The cynicism of power must have limits. It cannot and should not be unbounded cynicism, as that displayed by the leader of SYRIZA, and the slightly different type of cynicism exhibited by his party.
Power often makes those who exercise it cynical. The cynicism of power, however, must have limits. It cannot and should not be unbounded cynicism, as that displayed by the leader of SYRIZA, and the slightly different type of cynicism exhibited by his party.
The voices in SYRIZA against the party’s junior coalition partner are hypocritical. They knew very well not just who they were governing with, but also with whom they embraced on election night and during the vote of confidence in parliament, whom they applauded when he used unseemly speech in parliament, with whose unbecoming attacks they laughed, whom they covered for and justified when he visited a casino, and with whom they agreed when he used his position in a non-institutional manner.
The stance of the prime minister is also cynical, as he hears these voices and prefers to turn a deaf ear.
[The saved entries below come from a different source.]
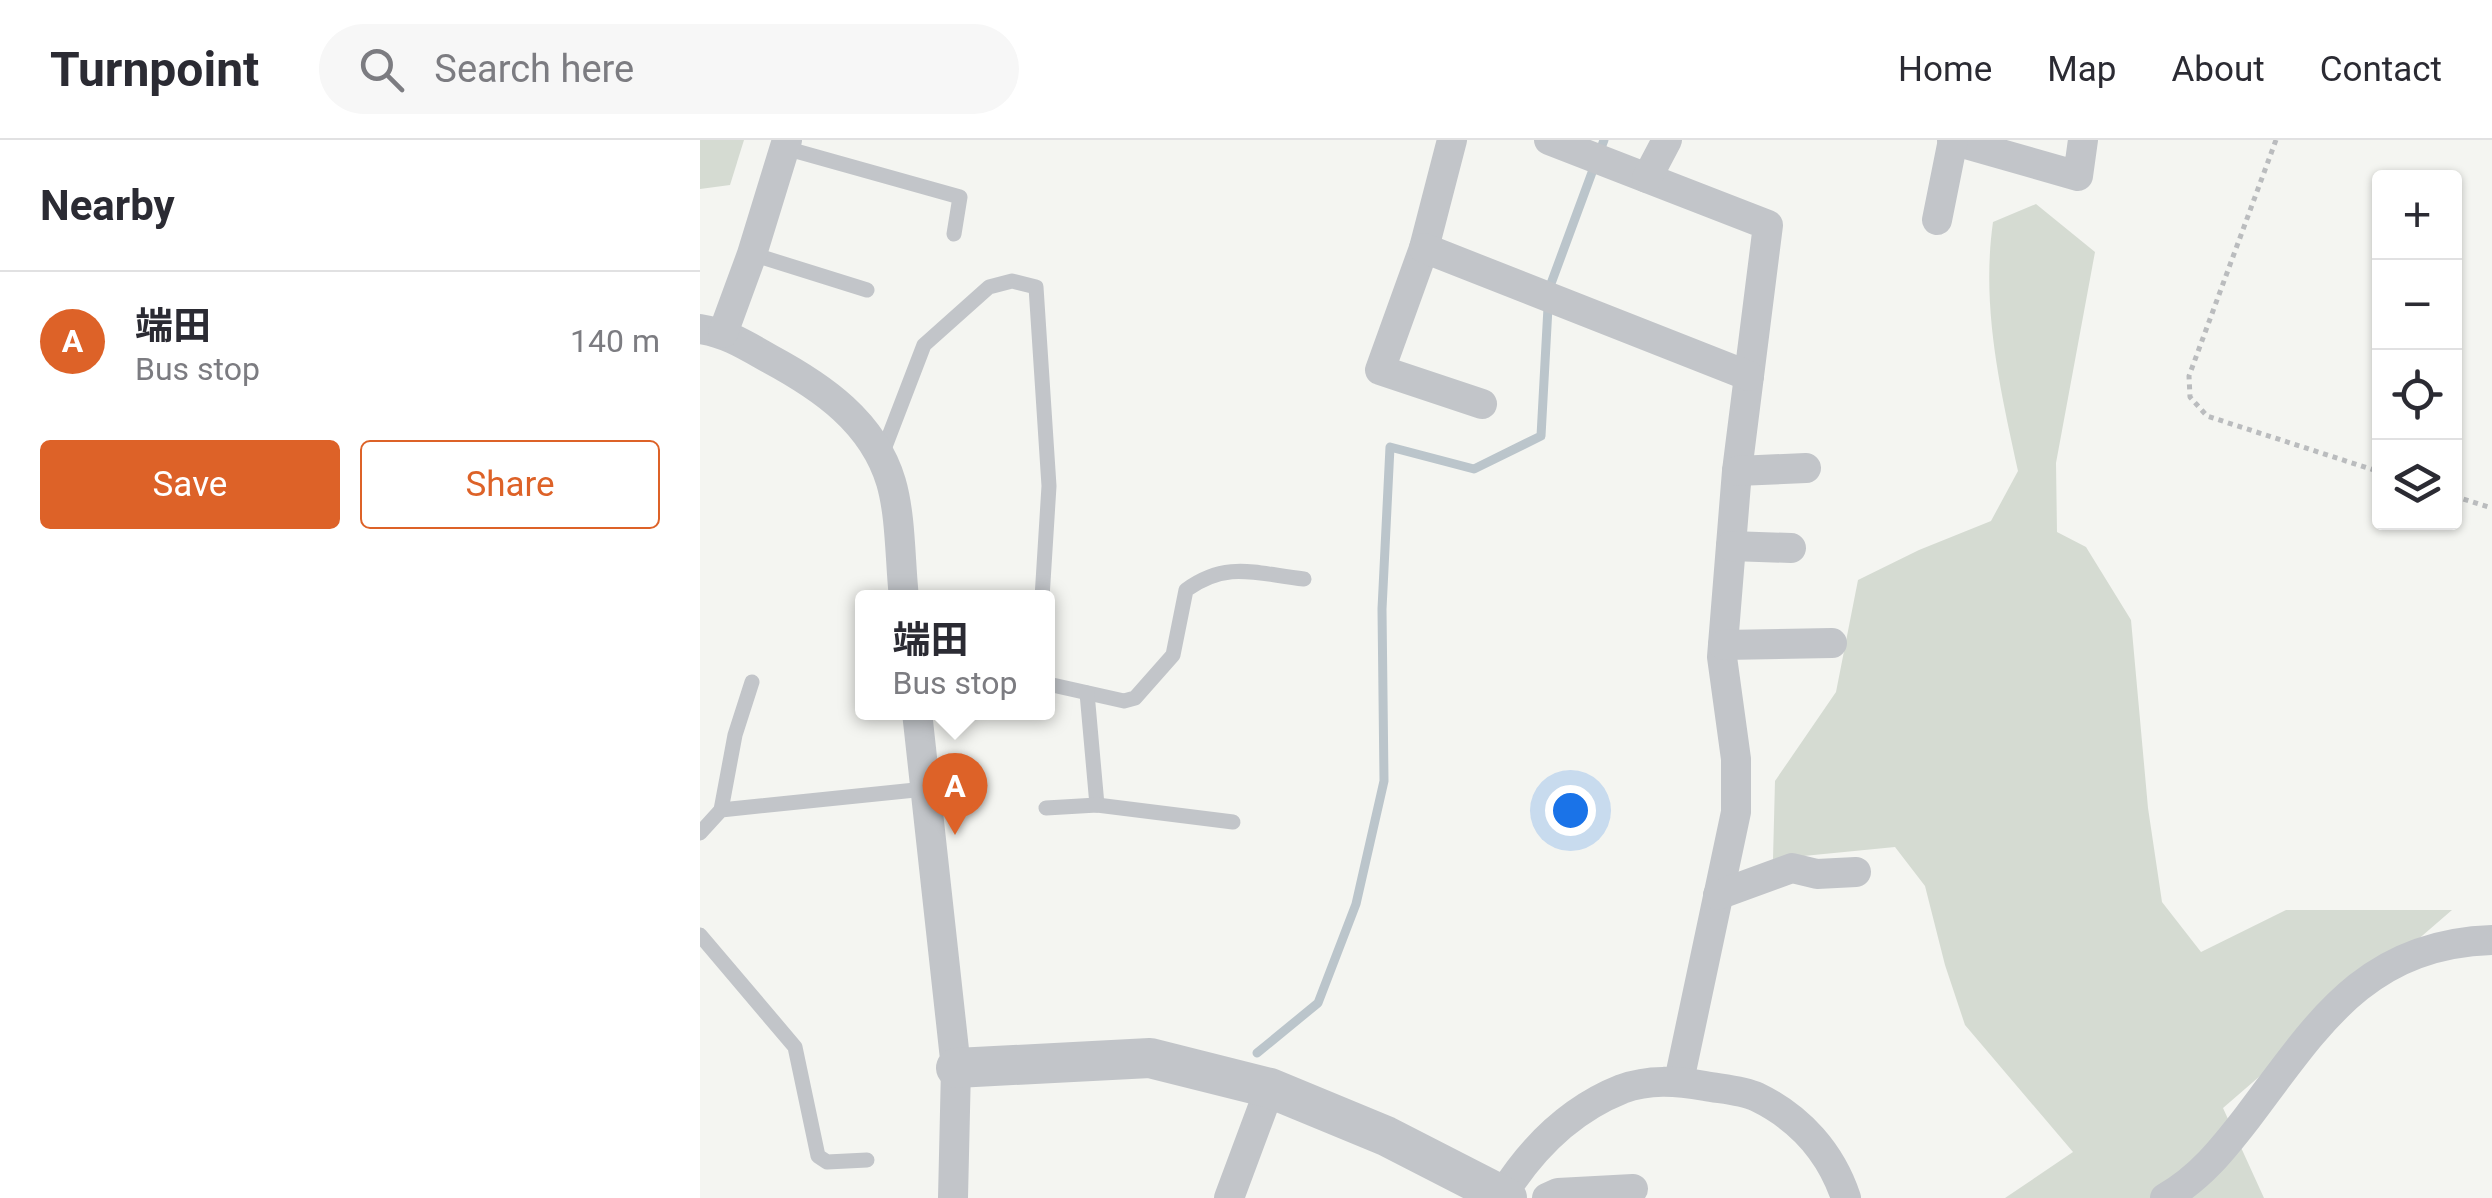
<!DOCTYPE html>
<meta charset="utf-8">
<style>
body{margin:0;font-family:Roboto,"Noto Sans JP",sans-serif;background:#f7f7f7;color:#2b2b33}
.controls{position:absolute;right:30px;top:30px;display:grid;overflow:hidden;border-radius:10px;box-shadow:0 2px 8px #0004}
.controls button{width:90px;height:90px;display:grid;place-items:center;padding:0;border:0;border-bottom:2px solid #e1e1e2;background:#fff;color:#2b2b33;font:50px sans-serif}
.you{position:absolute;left:870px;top:670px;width:35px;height:35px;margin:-25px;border:8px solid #fff;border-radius:50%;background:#1a73e8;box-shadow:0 0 0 15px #1a73e833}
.badge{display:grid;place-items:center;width:65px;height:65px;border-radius:50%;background:#dd6228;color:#fff;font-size:32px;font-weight:700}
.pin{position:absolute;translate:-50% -82px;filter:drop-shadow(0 2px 5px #0008)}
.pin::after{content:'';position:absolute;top:52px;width:35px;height:30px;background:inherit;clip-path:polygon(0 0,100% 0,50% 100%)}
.popup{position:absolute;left:155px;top:450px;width:200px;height:130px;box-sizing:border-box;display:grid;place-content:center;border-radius:10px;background:#fff;filter:drop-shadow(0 2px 8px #0005);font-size:32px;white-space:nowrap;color:#7c7c81}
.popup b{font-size:38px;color:#2b2b33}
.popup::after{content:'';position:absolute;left:50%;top:100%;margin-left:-20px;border:20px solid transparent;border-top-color:#fff}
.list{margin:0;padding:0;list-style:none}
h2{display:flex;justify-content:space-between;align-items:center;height:130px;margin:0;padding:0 40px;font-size:42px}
h2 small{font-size:32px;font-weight:400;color:#7c7c81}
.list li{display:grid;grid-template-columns:65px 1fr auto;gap:30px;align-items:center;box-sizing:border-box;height:140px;padding:0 40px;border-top:2px solid #e1e1e2}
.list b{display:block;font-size:38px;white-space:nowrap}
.list p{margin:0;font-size:32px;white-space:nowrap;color:#7c7c81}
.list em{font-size:32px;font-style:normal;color:#7c7c81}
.actions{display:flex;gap:20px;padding:30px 40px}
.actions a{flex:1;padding:22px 0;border:2px solid #dd6228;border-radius:10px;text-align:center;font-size:35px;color:#dd6228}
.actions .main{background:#dd6228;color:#fff}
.icon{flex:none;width:55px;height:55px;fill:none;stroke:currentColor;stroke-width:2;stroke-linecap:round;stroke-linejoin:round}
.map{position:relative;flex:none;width:1792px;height:1058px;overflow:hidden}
header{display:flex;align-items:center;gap:60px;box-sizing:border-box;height:140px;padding:0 50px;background:#fff;border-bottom:2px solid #e1e1e2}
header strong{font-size:48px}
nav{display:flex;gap:55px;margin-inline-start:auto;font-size:35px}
.search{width:700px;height:90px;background:#f7f7f7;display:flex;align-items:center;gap:25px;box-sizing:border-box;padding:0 35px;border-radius:55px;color:#7c7c81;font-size:38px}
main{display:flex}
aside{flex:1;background:#fff}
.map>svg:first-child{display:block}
</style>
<header>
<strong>Turnpoint</strong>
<div class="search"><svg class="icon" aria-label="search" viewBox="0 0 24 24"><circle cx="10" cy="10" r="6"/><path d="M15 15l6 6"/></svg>Search here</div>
<nav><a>Home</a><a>Map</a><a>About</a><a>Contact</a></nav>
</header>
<main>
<aside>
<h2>Nearby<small></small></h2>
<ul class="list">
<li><span class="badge">A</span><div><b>端田</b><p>Bus stop</p></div><em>140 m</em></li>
</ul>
<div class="actions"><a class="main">Save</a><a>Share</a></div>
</aside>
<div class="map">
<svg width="1792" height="1058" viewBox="0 0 1792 1058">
<rect width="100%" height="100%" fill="#f4f5f1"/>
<g fill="#d5dbd2">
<polygon points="0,0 44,0 30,45 0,49"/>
<path d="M1336,64L1395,112L1356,323L1357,392L1386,407L1431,480L1448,668L1462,762L1501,812L1586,770H1752L1523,968L1564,1058H1305L1373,1012L1265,885L1245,825L1225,746L1195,707L1073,719L1075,641L1136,552L1158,440L1219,410L1291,381L1318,331C1300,248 1281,167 1293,82Z"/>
</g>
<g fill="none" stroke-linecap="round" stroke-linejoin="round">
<polyline stroke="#bbc5cb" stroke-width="9" points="557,913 618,863 656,764 684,641 682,469 690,307 774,329 841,296 849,149 904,0"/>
<g stroke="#babcbe" stroke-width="5" stroke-dasharray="5 5" stroke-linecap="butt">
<polyline points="1576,0 1489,236 1490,257 1507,276 1680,332"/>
<polyline points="1754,356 1792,368"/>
</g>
<g stroke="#c2c5c9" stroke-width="15">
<polyline points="85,8 260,57 254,94"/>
<polyline points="52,114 167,150"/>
<polyline points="181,317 224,205 289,147 312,141 336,147 349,346 342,458"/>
<path d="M348,544L424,561L435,558L473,515L486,450C527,420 557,434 604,439"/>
<polyline points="387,553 397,665"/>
<polyline points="346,668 397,665 533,682"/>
<polyline points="21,670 35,595 52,542"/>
<polyline points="0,693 21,670 225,649"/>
<polyline points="0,795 95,907 118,1016 127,1022 167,1020"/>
</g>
<g stroke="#c2c5c9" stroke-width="30">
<polyline points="752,0 724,108 680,230 782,264"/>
<polyline points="849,0 1068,85 1037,331 1022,517 1036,619 1036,672 979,941"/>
<polyline points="1252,0 1378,36 1383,0"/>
<polyline points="947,38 967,0"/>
<polyline points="1237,80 1253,0"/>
<polyline points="724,108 1049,236"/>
<path d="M0,189C27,193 47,206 70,219C122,247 173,282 191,342C201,376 200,422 204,458"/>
<polyline points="23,193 52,114 87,0"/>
<polyline points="1037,331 1106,328"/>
<polyline points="1031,406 1091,408"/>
<polyline points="1023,505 1132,503"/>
<polyline points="217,572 256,928 253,1058"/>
<polyline points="1018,755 1092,728 1117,734 1156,732"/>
<path d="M803,1054C832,1008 869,970 922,949C949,939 976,941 1005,946C1021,949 1042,950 1057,957C1100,978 1131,1013 1146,1058"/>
<polyline points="529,1058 570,948"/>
<polyline points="847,1058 858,1053 933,1049"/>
<path d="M1465,1058C1500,1038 1523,1009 1547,978C1616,887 1664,804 1792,800"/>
</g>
<polyline stroke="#c2c5c9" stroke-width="40" points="256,928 450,918 570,948 686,996 807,1058"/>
</g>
</svg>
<div class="controls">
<button>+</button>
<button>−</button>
<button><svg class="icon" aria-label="locate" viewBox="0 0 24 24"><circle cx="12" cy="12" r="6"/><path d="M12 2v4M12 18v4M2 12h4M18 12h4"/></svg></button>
<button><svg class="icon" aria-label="layers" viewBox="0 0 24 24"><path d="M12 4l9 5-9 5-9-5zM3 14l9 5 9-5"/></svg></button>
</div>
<div class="you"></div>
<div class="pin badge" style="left:255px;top:695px">A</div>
<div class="popup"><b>端田</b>Bus stop</div>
</div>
</main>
It is the cynicism of power that makes him ignore what party cadres are telling him, albeit belatedly, and proceed hand-in-hand with his coalition partner until the end – whether that end comes in a manner that cannot be controlled or with a pre-agreed rupture.
Cynicism is hardly unknown in politics, but it will always be condemnable. Citizens do not elect their governments for prime ministers and ministers to play their games with whatever reserves of cynicism they may have.